[Opening Extracted data section]
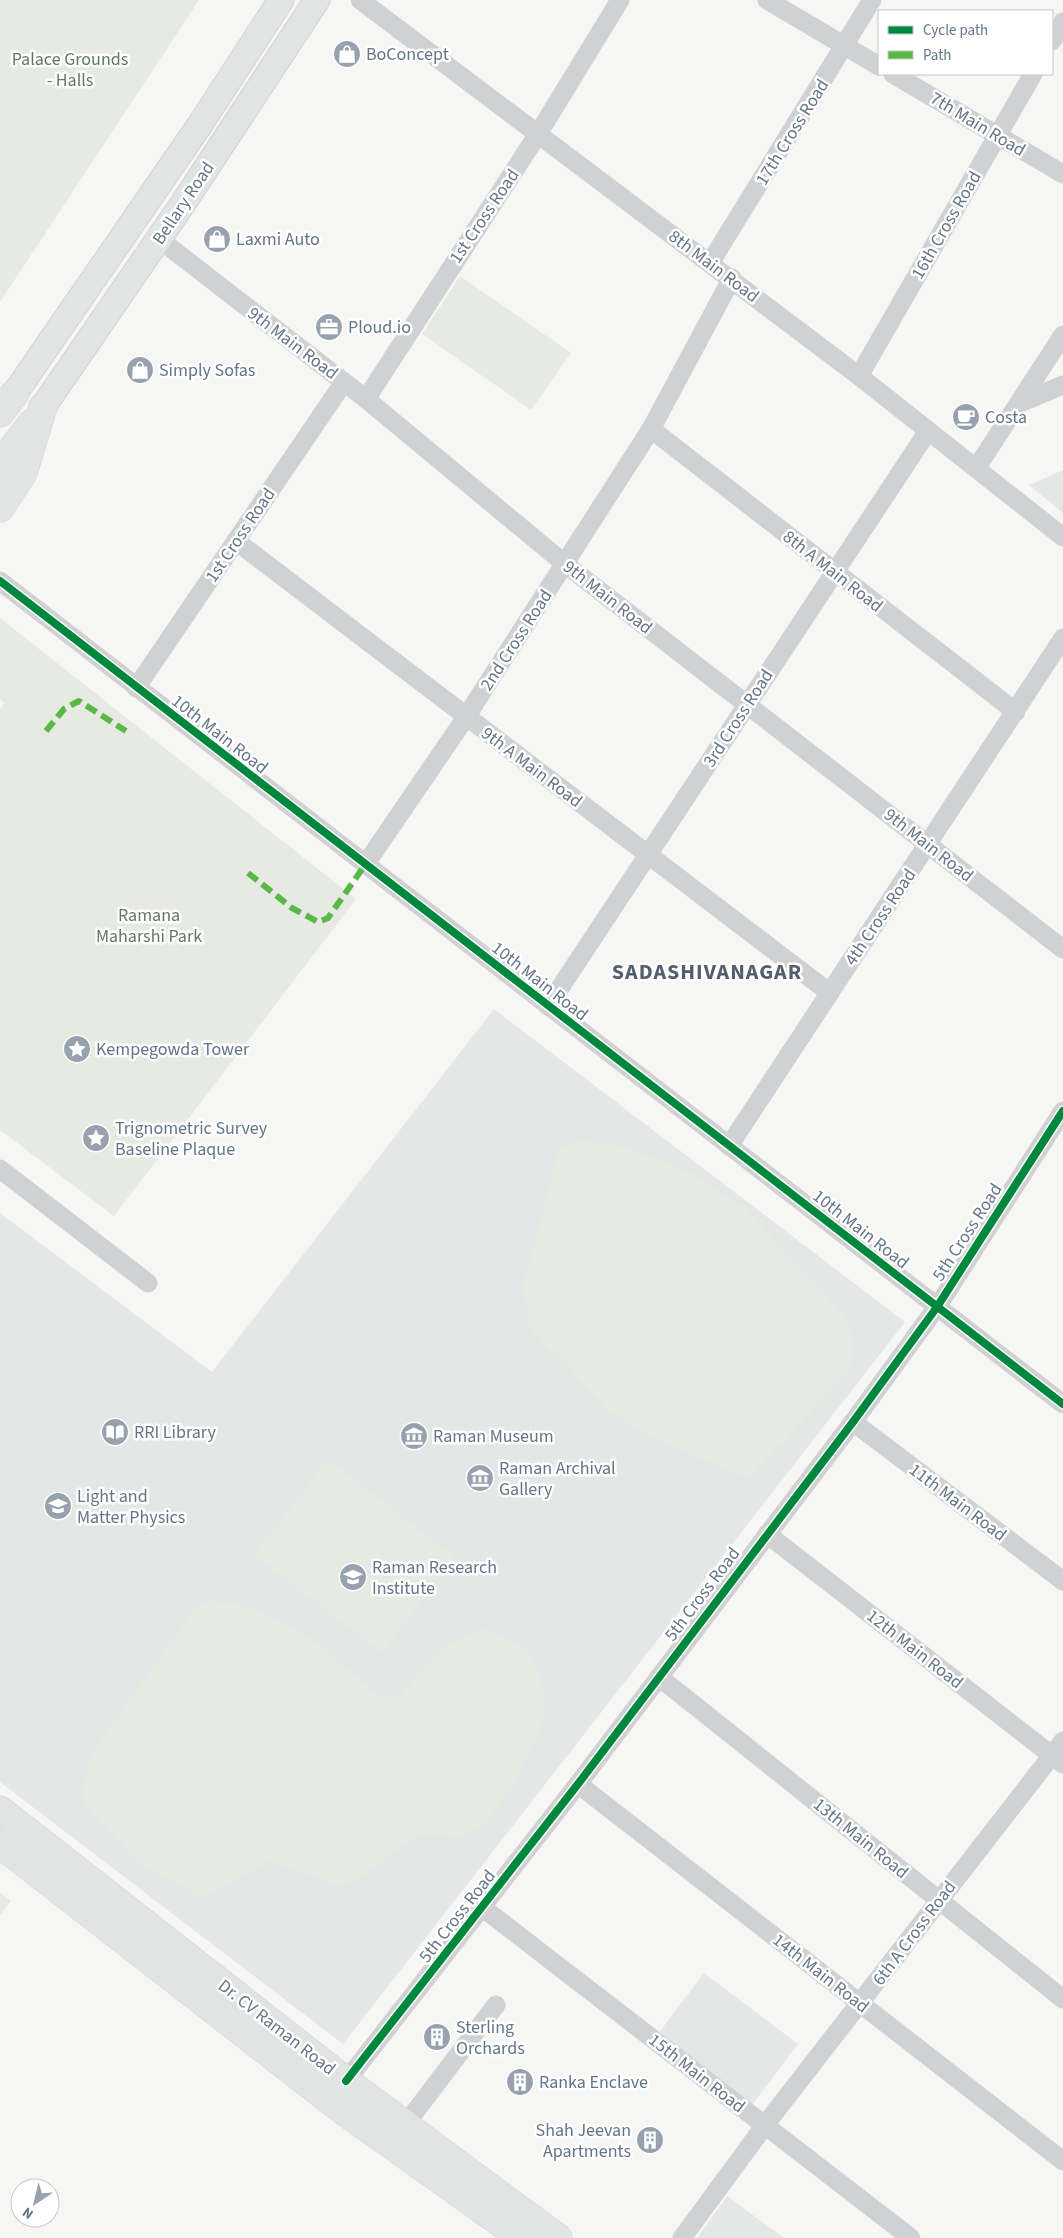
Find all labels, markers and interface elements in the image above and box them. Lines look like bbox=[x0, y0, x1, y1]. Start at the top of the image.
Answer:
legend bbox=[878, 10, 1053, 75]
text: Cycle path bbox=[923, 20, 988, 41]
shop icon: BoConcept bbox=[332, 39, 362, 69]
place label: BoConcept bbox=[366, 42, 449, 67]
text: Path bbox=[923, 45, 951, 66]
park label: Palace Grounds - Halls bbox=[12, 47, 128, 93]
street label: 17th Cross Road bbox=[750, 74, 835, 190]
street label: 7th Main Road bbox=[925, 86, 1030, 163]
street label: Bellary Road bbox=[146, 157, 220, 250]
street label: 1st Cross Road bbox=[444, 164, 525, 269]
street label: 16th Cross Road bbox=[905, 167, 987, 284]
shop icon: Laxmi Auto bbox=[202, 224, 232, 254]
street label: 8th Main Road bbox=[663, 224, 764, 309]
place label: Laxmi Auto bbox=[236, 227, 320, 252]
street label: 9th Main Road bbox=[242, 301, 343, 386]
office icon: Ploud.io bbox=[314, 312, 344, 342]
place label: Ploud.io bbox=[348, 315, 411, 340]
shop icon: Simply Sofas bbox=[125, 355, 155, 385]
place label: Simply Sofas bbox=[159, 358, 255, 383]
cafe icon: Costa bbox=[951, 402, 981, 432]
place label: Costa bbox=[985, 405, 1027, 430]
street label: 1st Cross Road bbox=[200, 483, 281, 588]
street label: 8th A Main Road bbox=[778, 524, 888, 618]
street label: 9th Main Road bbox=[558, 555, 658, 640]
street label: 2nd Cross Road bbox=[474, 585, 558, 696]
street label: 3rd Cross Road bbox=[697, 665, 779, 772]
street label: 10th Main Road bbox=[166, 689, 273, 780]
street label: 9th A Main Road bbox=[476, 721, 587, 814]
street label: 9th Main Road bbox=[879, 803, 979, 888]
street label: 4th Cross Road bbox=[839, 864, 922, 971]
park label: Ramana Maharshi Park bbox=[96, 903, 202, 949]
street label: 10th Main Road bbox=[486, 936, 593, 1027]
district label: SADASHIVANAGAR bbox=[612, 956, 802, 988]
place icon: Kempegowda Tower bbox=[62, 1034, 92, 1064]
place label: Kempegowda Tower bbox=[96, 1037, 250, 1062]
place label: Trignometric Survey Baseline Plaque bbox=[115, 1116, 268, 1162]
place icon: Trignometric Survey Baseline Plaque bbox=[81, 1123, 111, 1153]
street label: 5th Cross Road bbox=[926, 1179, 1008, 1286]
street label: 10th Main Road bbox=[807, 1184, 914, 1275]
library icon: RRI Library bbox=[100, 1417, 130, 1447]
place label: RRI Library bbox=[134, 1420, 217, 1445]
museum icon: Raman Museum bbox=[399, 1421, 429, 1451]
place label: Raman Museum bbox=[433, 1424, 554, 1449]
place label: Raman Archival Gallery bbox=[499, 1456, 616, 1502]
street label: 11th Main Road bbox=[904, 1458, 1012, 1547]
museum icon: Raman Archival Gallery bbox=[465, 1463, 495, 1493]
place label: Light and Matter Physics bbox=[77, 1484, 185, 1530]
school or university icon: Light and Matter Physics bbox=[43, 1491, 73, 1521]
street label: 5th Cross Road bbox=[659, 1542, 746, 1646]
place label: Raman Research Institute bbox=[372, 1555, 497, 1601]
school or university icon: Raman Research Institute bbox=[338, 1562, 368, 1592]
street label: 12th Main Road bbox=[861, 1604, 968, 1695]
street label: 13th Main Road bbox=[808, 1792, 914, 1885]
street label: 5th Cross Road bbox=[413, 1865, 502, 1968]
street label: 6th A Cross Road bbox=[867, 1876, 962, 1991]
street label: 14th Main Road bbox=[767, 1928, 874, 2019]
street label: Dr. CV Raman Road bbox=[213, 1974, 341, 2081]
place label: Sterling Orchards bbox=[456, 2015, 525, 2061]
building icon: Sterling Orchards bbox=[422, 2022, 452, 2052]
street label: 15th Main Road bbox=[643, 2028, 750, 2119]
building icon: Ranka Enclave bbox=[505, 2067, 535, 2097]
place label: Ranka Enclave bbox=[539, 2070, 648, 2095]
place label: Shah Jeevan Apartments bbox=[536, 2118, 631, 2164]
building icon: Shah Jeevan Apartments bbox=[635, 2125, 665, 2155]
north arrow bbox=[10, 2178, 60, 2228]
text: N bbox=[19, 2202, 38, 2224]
[Closing Extracted data section]
Activity: Within the records above, determine how many lines contain the word "Ploud". Respond with that number and no other text.

Result of the task: 2